When we talk about determinism it's
1) event determinism
For each set of inputs the next states and outputs of a system are known
2) temporal determinism
… also the response time for each set of outputs is known
This means that if you have asynchronous events like interrupts your system is strictly speaking not anymore temporal deterministic. (and most systems use interrupts)
If you really want to be deterministic poll everything.
... but maybe it's not necessary to be 100% deterministic
The textbook/interview answer is "deterministic pre-emption". The system is guaranteed to transfer control within a bounded period of time if a higher priority process is ready to run (in the ready queue) or an interrupt is asserted (typically input external to the CPU/MCU).
They actually don't guarantee meeting deadlines; what they do that makes them truly RTOS is to provide the means to recognize and deal with deadline overruns. 'Hard' RT systems generally are those where missing a deadline is disastrous and some kind of shutdown is required, whereas a 'soft' RT system is one where continuing with degraded functionality makes sense. Either way an RTOS permits you to define responses to such overruns. Non RT OS's don't even detect overruns.

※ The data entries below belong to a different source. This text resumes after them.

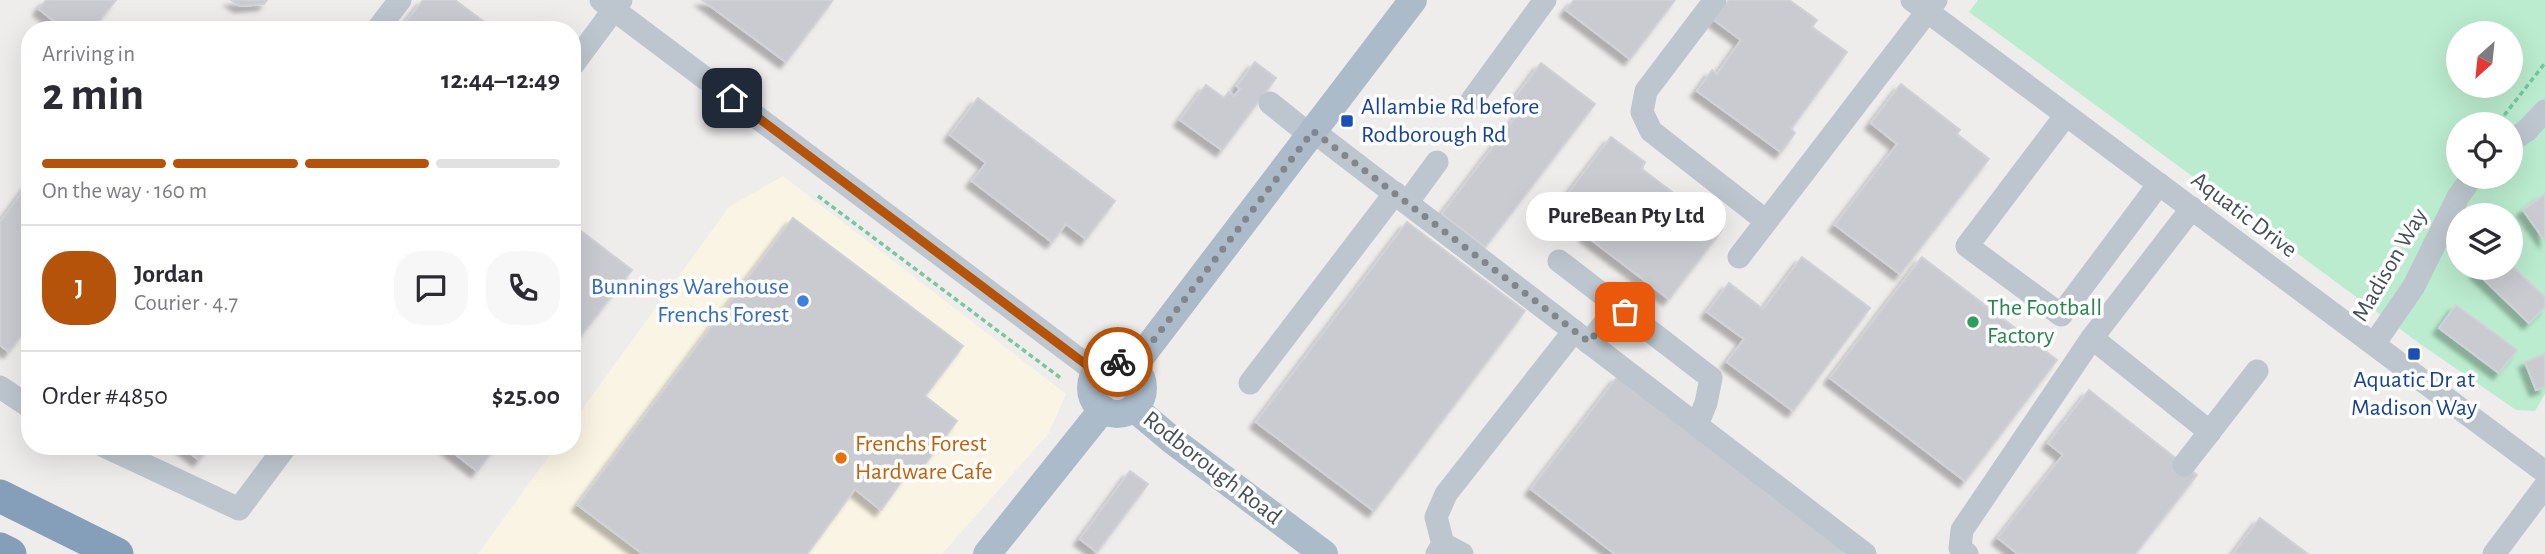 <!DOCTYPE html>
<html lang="en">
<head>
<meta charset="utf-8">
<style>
	body { margin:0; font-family:"Alegreya Sans",sans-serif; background:#f7f7f7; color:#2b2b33; height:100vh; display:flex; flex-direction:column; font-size:26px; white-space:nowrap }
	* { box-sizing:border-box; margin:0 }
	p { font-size:23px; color:#7c7c81 }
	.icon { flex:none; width:38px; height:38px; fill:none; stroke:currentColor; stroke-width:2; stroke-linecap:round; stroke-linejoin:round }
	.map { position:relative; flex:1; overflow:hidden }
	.side { position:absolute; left:21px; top:21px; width:560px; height:434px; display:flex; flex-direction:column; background:#fff; border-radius:28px; box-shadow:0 7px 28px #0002 }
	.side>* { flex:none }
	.needle { width:46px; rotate:207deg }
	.controls { position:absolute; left:2446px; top:21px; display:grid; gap:14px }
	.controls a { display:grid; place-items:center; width:77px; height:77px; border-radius:50%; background:#fff; box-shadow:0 7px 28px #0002; font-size:35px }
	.pin { position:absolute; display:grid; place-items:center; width:60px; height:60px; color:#fff; margin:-30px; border-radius:14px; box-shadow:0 4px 10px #0006 }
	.courier { position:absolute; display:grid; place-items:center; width:70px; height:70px; margin:-35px; border:5px solid #b45309; border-radius:50%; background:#fff; color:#222; box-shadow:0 2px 9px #0007 }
	.bubble { position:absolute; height:49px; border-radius:24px; background:#fff; box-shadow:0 7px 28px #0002; font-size:23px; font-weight:700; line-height:49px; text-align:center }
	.headline em { font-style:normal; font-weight:700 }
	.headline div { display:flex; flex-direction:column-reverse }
	.headline { display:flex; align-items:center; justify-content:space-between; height:119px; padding:0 21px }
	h1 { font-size:46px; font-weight:700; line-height:52px }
	.bar { display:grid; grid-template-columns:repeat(4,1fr); gap:10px 7px; align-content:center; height:84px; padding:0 21px }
	.bar i { height:9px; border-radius:5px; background:#e1e1e2 }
	.bar .on { background:#b45309 }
	.bar p { grid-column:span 4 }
	.line { display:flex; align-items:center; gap:18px; padding:0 21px; border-top:2px solid #e1e1e2 }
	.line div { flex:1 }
	.round { display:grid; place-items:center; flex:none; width:74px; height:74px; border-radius:28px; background:#f7f7f7 }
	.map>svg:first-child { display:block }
	.commercial { fill:#faf4e4 }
	.green { fill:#bbeccf; fill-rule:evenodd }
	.building { fill:#c9cbd1; stroke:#d0d2d8; stroke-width:2; filter:url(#shadow) }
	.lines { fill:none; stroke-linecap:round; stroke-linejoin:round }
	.path { stroke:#75c8a0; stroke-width:3.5; stroke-dasharray:5 3.5; stroke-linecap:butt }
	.minor { stroke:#bdc6ce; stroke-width:23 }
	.major { stroke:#acbbca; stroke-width:28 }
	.highway { stroke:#859eba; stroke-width:33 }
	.done { stroke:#80868c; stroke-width:7; stroke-dasharray:0 12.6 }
	.route { stroke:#b45309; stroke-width:9 }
	.transit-dot { fill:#1a4fb4; stroke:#fff; stroke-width:2.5 }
	.shop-dot { fill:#3f7fe0; stroke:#fff; stroke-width:2.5 }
	.leisure-dot { fill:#2e9e5b; stroke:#fff; stroke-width:2.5 }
	.food-dot { fill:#e8710a; stroke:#fff; stroke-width:2.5 }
	.labels { text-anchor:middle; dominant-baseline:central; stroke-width:7; stroke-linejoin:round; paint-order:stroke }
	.transit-label { font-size:24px; fill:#164399; stroke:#fff; text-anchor:start }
	.street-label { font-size:24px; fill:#454f58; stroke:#fff }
	.shop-label { font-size:24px; fill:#366cbe; stroke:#fff; text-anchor:end }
	.leisure-label { font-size:24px; fill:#27864d; stroke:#fff; text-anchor:start }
	.food-label { font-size:24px; fill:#c56008; stroke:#fff; text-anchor:start }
</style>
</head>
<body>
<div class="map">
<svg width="2545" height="554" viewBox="0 0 2545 554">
	<defs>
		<filter id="shadow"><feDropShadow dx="-6" dy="6" stdDeviation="2" flood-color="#0004"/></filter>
	</defs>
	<rect width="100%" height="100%" fill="#efecec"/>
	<polygon class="commercial" points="783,176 1066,394 1049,433 942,554 478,554 556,446 572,446 572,423 729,207"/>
	<path class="green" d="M1978,0H2545V394L2535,411L2516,410L2419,343L1969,12ZM2459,33H2511V86H2459ZM2459,124H2511V177H2459ZM2459,215H2511V268H2459Z"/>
	<g class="building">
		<polygon points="46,0 116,0 92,30 65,30 39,9"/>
		<polygon points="231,0 267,0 264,4 240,6"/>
		<polygon points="423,0 455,0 495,30 400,30"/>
		<polygon points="702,0 833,0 786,62"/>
		<polygon points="1574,0 1675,0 1630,59 1566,10"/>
		<polygon points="1729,0 1789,0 1817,20 1812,27 1847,52 1791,129 1795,133 1781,152 1697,91 1712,70 1717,74 1741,40 1714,20"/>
		<polygon points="1255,62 1276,78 1222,150 1180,120 1206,85 1224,98 1229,92 1234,96 1240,89 1237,86"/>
		<polygon points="1541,63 1595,104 1485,247 1442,214 1524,106 1514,99"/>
		<polygon points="1901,84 1960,130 1957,134 1989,159 1900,274 1835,225 1897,144 1871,123"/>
		<polygon points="978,98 1115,201 1086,239 1066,224 1052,242 972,181 986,163 950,135"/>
		<polygon points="1611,137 1645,162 1642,169 1722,230 1669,299 1585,235 1594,223 1564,199"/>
		<polygon points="30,182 30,328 28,327 9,352 0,345 0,222"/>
		<polygon points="2545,194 2545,241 2523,210"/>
		<polygon points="793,218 963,346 925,396 957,421 919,472 911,468 881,510 855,489 807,554 643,554 578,505"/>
		<polygon points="1407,222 1525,311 1374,511 1256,422"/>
		<polygon points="572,224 632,270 572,347"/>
		<polygon points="1802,257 1870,308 1793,411 1727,362 1744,339 1707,312 1729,283 1763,309"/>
		<polygon points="1922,257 2057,360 1965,481 1830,378"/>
		<polygon points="2511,265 2545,297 2545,307 2529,323 2476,272 2480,268 2511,268"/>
		<polygon points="2456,305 2517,350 2499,373 2439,328"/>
		<polygon points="2545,354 2545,387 2536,390 2525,362"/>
		<polygon points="1618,376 1849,554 1615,554 1531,489"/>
		<polygon points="2089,390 2197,475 2135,554 2018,554 1998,538 2063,455 2048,443"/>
		<polygon points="181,446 210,446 199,460"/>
		<polygon points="445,446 496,446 477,471"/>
		<polygon points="1130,471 1148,484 1097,552 1080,539"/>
		<polygon points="2260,518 2308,554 2233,554"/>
	</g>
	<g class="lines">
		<g class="path">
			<polyline points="2499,122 2545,63"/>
			<polyline points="818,196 1062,379"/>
		</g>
		<g class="minor">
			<polyline points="601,0 1096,372"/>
			<polyline points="1715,0 1646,91 1642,112 1651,131 1766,221"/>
			<polyline points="1912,0 2545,472"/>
			<polyline points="377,30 400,0"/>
			<polyline points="572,66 621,0"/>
			<polyline points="1472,100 1545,0"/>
			<polyline points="1270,103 1310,135"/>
			<polyline points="2066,115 1967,246 2061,315 2159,184"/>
			<polyline points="1313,131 1865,554"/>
			<polyline points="2511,141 2526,131 2545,111"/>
			<polyline points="1407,203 1437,162"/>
			<polyline points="1739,257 1936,0"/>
			<polyline points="1559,261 1711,378 1706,403 1697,425"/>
			<polyline points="2092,338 2210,432"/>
			<polyline points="1589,343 1618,306"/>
			<polyline points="2374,344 2414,286 2458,197 2472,177"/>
			<polyline points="1250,383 1395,193"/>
			<polyline points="0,387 30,407"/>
			<polyline points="104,446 239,509 286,446"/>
			<polyline points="2184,465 2257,371"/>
			<polyline points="1443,544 1436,517 1446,494 1574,331"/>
			<polyline points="1437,554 1443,544 1462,554"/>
			<polyline points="1967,554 1960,548 1962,530 2092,338 2192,208"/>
			<polyline points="2494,554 2545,486"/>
		</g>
		<g class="major">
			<circle cx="1117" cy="388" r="26"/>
			<polyline points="1133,367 1413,0"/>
			<polyline points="1134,408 1172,440 1324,554"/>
			<polyline points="987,554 1103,409"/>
		</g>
		<g class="highway">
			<polyline points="0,496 117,554"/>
			<polyline points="0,549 10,554"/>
		</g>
	</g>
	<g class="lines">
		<polyline class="done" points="1118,362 1133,367 1313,131 1589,342 1618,306 1625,312"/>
		<polyline class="route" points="732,98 1096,372 1102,367 1118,362"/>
	</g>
	<g class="transit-dot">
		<rect x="1340" y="114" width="14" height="14" rx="3.5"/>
		<rect x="2407" y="347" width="14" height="14" rx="3.5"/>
	</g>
	<circle class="shop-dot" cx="803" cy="301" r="7"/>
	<circle class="leisure-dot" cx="1973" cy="322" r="7"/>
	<circle class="food-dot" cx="841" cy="458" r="7"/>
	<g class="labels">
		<g class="transit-label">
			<text x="1361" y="107">Allambie Rd before<tspan x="1361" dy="28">Rodborough Rd</tspan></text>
			<text x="2414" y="380" text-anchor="middle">Aquatic Dr at<tspan x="2414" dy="28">Madison Way</tspan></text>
		</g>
		<g class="street-label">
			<text transform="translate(2244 215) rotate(37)">Aquatic Drive</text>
			<text transform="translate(2390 265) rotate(-60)">Madison Way</text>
			<text transform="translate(1212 468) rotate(38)">Rodborough Road</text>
		</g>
		<g class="shop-label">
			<text x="789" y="287">Bunnings Warehouse<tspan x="789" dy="28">Frenchs Forest</tspan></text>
		</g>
		<g class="leisure-label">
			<text x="1987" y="308">The Football<tspan x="1987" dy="28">Factory</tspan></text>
		</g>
		<g class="food-label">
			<text x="855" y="444">Frenchs Forest<tspan x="855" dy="28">Hardware Cafe</tspan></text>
		</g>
	</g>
</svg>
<div class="controls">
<a><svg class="needle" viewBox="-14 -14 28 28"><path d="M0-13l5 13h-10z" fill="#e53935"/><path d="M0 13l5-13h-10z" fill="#7c7c81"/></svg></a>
<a><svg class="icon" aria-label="locate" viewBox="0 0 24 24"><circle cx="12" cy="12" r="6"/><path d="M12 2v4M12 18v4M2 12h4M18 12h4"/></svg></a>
<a><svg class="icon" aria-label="layers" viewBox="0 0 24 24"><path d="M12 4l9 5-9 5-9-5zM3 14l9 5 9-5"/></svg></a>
</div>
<div class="pin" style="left:1625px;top:312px;background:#ea580c"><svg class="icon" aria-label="bag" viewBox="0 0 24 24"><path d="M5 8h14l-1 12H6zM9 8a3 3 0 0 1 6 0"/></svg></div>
<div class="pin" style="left:732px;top:98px;background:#1f2937"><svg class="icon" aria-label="home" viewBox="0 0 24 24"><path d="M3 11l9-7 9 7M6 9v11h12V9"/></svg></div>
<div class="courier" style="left:1118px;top:362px"><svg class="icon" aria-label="bike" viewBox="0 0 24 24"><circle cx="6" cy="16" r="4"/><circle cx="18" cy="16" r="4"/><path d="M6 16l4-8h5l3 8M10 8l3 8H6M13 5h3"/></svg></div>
<div class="bubble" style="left:1526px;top:192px;width:200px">PureBean Pty Ltd</div>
<section class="side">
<div class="headline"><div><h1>2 min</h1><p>Arriving in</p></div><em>12:44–12:49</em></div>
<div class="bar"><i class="on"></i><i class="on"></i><i class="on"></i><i></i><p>On the way · 160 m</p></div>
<div class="line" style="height:126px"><b class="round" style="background:#b45309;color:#fff">J</b><div><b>Jordan</b><p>Courier · 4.7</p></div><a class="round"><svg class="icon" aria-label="chat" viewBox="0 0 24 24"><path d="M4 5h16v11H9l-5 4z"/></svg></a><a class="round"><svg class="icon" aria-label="phone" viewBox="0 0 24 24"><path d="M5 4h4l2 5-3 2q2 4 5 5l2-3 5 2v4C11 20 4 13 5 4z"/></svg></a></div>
<div class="line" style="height:91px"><div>Order #4850</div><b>$25.00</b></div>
</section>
</div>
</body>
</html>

Basically, you have to code each "task" in the RTOS such that they will terminate in a finite time.
Additionally your kernel would allocate specific amounts of time to each task, in an attempt to guarantee that certain things happened at certain times.
Note that this is not an easy task to do however. Imagine things like virtual function calls, in OO it's very difficult to determine these things. Also an RTOS must be carefully coded with regard to priority, it may require that a high priority task is given the CPU within x milliseconds, which may be difficult to do depending on how your scheduler works.